Writer-directors Joel Coen and Ethan Coen’s lovingly respectful homage movie The Ballad of Buster Scruggs (2018) is first of all a haunting work of art, and second a beautiful toast to the Western movie and the vanished west, and third a sweet and lovely entertainment.
I’ve never been a big fan of the episodic compendium movie, but here the Coen Brothers make it work as best it ever could, as their six stories glide along seamlessly together and form one single organic unit.

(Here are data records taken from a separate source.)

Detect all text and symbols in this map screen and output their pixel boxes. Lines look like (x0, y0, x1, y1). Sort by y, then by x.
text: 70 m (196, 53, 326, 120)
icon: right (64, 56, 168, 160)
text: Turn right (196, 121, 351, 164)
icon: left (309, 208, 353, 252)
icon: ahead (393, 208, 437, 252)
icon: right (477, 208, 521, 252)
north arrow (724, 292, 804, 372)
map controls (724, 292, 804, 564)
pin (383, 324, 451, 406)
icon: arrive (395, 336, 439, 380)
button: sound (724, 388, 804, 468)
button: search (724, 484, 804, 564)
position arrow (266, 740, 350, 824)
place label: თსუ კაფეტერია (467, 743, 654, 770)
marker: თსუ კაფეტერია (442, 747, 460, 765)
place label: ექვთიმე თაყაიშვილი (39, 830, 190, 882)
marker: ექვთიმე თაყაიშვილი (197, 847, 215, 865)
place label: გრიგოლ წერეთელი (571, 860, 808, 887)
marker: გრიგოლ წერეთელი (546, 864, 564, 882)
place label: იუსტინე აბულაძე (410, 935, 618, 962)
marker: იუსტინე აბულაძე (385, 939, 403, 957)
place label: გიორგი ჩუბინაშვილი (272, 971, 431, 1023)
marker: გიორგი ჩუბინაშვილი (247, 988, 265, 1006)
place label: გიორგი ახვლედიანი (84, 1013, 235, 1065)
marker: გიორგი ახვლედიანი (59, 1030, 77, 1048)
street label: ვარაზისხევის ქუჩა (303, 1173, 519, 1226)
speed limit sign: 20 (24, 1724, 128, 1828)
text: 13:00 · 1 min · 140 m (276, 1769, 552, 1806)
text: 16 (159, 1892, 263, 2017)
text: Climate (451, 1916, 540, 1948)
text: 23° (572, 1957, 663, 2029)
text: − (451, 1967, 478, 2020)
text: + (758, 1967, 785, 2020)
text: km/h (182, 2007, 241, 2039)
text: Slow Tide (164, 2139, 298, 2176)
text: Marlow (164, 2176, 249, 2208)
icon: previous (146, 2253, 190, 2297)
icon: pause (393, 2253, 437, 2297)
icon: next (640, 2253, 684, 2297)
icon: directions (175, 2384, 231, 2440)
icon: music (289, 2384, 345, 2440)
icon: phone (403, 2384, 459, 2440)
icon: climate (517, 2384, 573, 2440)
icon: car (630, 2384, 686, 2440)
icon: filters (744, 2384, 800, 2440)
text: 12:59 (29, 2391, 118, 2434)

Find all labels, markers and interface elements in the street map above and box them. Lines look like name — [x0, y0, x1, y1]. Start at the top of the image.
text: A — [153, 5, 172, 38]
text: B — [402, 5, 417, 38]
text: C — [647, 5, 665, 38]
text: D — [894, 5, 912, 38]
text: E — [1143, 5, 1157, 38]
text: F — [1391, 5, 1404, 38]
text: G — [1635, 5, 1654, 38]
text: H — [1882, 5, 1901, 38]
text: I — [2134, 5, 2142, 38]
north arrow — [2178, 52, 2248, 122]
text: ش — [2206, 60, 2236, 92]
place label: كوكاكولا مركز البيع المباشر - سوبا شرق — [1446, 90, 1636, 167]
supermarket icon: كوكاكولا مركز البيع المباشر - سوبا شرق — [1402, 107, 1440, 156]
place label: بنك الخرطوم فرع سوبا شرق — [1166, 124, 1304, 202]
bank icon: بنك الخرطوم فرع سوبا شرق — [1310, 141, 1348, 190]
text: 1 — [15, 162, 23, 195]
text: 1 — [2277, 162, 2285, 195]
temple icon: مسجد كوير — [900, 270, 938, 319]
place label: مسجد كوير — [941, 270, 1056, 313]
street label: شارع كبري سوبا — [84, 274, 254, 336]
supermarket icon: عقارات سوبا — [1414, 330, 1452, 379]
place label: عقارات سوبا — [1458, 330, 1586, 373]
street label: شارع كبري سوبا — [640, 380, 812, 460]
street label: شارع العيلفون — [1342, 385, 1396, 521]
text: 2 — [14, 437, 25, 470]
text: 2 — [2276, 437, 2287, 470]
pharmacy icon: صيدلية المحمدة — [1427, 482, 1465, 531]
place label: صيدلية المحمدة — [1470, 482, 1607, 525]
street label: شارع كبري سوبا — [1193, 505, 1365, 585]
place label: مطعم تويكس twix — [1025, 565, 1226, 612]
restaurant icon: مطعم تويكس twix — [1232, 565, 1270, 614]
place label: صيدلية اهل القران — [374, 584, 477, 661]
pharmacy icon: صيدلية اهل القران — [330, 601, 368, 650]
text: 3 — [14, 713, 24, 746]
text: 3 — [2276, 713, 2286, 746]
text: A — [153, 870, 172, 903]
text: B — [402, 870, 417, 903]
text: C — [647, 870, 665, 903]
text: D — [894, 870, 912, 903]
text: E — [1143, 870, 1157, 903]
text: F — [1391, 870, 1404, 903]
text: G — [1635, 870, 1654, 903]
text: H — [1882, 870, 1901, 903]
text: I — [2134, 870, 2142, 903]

It kicks off with the segment The Ballad of Buster Scruggs, with Tim Blake Nelson charismatic as the singing, smiling – and killing – cowboy Buster Scruggs, and finishes with the doomy The Mortal Remains with Tyne Daly, Jonjo O’Neill, Brendan Gleeson and Saul Rubinek on a coach ride to hell, though sudden, violent death is the theme, or at least pattern, for the whole movie.
The Ballad of Buster Scruggs is very amusing, sometimes very funny, but is is also occasionally very violent. At any rate, it is all very Coen Brothers. Returning to the entrancing form of their 2013 London Film Festival entry Inside Llewyn Davis, they are officially forgiven for their last movie, Hail, Caesar! (2016).
Who else to praise? Certainly Tom Waits for his old gold prospector in the segment All Gold Canyon, Zoe Kazan for her bereaved Alice Longabaugh on the wagon train in the segment The Gal Who Got Rattled, and James Franco for his bank robbing cowboy in the segment Near Algodones. All the casting and the performances are simply perfection. Everybody looks like they have been working in Westerns for years, just like the Western stars and character actors of yore. Actually they look like they have been living in the Old West for years. Most of them look proper sweaty and dirty, though that of course does not include the pristine singing cowboy Buster Scruggs.
An obvious total labour of love, The Ballad of Buster Scruggs looks so great that it is breathtaking. It sounds great too. Music and song propel the film along. Carter Burwell’s score and Bruno Delbonnel’s cinematography and Jess Gonchor’s production designs are works of art too.
At 132 minutes, this is, perhaps surprisingly, the longest film directed by the Coen Brothers. The time just slips by, at the end you are hoping for just one more story, then maybe another, and another, a neverending story. It ends on a dangerous downbeat note. Maybe the Coen Brothers should have brought back the singing cowboy Buster Scruggs to sing one more song at the end to cheer us up and send us happily on our way. But then that wouldn’t be the Coen Brothers, would it?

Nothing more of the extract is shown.